--- Task brief ---
Print all of the data exactly, with no line missing.

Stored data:
-----

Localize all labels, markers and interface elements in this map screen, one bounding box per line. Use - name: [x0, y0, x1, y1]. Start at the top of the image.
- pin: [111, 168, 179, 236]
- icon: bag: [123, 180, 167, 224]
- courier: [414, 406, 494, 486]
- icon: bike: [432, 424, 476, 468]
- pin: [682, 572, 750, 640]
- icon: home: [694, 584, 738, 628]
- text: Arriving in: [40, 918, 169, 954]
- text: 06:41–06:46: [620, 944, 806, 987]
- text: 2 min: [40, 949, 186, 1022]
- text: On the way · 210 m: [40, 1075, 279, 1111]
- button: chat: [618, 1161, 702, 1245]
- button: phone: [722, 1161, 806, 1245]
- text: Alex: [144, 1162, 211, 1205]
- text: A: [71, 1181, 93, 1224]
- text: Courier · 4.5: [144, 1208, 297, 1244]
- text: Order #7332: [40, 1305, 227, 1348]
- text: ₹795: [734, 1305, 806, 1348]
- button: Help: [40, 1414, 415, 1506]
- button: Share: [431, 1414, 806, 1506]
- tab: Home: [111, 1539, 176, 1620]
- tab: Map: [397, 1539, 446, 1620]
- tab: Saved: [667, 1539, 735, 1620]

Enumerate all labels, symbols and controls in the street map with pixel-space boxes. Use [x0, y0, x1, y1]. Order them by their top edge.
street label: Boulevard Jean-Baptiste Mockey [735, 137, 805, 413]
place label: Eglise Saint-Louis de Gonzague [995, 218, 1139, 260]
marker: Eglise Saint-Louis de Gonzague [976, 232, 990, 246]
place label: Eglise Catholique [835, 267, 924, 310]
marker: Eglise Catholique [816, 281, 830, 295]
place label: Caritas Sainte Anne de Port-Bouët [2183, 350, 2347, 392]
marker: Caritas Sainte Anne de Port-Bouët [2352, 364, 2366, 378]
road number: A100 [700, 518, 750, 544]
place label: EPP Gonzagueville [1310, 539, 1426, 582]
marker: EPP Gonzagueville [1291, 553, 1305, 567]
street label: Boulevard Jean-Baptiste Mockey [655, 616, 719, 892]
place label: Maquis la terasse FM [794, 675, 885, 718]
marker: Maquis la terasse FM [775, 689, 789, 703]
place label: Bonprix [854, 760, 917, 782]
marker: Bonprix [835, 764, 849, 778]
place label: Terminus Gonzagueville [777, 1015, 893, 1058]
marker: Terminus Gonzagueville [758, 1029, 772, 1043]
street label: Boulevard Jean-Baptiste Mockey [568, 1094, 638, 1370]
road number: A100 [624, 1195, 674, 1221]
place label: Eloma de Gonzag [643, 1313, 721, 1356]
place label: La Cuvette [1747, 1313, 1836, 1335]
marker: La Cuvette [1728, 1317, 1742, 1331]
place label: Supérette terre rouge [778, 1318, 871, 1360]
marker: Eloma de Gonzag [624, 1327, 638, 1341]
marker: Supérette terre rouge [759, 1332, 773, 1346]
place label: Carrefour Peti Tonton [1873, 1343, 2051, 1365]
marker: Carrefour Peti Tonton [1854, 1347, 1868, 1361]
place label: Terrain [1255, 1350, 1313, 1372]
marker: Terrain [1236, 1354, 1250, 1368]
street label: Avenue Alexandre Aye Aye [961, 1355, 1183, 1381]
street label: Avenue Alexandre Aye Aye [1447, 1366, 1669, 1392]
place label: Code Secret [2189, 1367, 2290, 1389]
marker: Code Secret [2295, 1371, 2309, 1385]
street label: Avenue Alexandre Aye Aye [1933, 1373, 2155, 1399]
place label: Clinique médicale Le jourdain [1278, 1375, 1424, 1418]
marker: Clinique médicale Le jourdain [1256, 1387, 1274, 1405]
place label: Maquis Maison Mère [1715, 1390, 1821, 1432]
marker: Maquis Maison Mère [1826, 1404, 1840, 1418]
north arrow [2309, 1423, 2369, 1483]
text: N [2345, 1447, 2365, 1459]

-----

--- Finished task ---
Localize all labels, markers and interface elements in this map screen, one bounding box per line. Use - name: [x0, y0, x1, y1]. Start at the top of the image.
- pin: [111, 168, 179, 236]
- icon: bag: [123, 180, 167, 224]
- courier: [414, 406, 494, 486]
- icon: bike: [432, 424, 476, 468]
- pin: [682, 572, 750, 640]
- icon: home: [694, 584, 738, 628]
- text: Arriving in: [40, 918, 169, 954]
- text: 06:41–06:46: [620, 944, 806, 987]
- text: 2 min: [40, 949, 186, 1022]
- text: On the way · 210 m: [40, 1075, 279, 1111]
- button: chat: [618, 1161, 702, 1245]
- button: phone: [722, 1161, 806, 1245]
- text: Alex: [144, 1162, 211, 1205]
- text: A: [71, 1181, 93, 1224]
- text: Courier · 4.5: [144, 1208, 297, 1244]
- text: Order #7332: [40, 1305, 227, 1348]
- text: ₹795: [734, 1305, 806, 1348]
- button: Help: [40, 1414, 415, 1506]
- button: Share: [431, 1414, 806, 1506]
- tab: Home: [111, 1539, 176, 1620]
- tab: Map: [397, 1539, 446, 1620]
- tab: Saved: [667, 1539, 735, 1620]

Enumerate all labels, symbols and controls in the street map with pixel-space boxes. Use [x0, y0, x1, y1]. Order them by their top edge.
street label: Boulevard Jean-Baptiste Mockey [735, 137, 805, 413]
place label: Eglise Saint-Louis de Gonzague [995, 218, 1139, 260]
marker: Eglise Saint-Louis de Gonzague [976, 232, 990, 246]
place label: Eglise Catholique [835, 267, 924, 310]
marker: Eglise Catholique [816, 281, 830, 295]
place label: Caritas Sainte Anne de Port-Bouët [2183, 350, 2347, 392]
marker: Caritas Sainte Anne de Port-Bouët [2352, 364, 2366, 378]
road number: A100 [700, 518, 750, 544]
place label: EPP Gonzagueville [1310, 539, 1426, 582]
marker: EPP Gonzagueville [1291, 553, 1305, 567]
street label: Boulevard Jean-Baptiste Mockey [655, 616, 719, 892]
place label: Maquis la terasse FM [794, 675, 885, 718]
marker: Maquis la terasse FM [775, 689, 789, 703]
place label: Bonprix [854, 760, 917, 782]
marker: Bonprix [835, 764, 849, 778]
place label: Terminus Gonzagueville [777, 1015, 893, 1058]
marker: Terminus Gonzagueville [758, 1029, 772, 1043]
street label: Boulevard Jean-Baptiste Mockey [568, 1094, 638, 1370]
road number: A100 [624, 1195, 674, 1221]
place label: Eloma de Gonzag [643, 1313, 721, 1356]
place label: La Cuvette [1747, 1313, 1836, 1335]
marker: La Cuvette [1728, 1317, 1742, 1331]
place label: Supérette terre rouge [778, 1318, 871, 1360]
marker: Eloma de Gonzag [624, 1327, 638, 1341]
marker: Supérette terre rouge [759, 1332, 773, 1346]
place label: Carrefour Peti Tonton [1873, 1343, 2051, 1365]
marker: Carrefour Peti Tonton [1854, 1347, 1868, 1361]
place label: Terrain [1255, 1350, 1313, 1372]
marker: Terrain [1236, 1354, 1250, 1368]
street label: Avenue Alexandre Aye Aye [961, 1355, 1183, 1381]
street label: Avenue Alexandre Aye Aye [1447, 1366, 1669, 1392]
place label: Code Secret [2189, 1367, 2290, 1389]
marker: Code Secret [2295, 1371, 2309, 1385]
street label: Avenue Alexandre Aye Aye [1933, 1373, 2155, 1399]
place label: Clinique médicale Le jourdain [1278, 1375, 1424, 1418]
marker: Clinique médicale Le jourdain [1256, 1387, 1274, 1405]
place label: Maquis Maison Mère [1715, 1390, 1821, 1432]
marker: Maquis Maison Mère [1826, 1404, 1840, 1418]
north arrow [2309, 1423, 2369, 1483]
text: N [2345, 1447, 2365, 1459]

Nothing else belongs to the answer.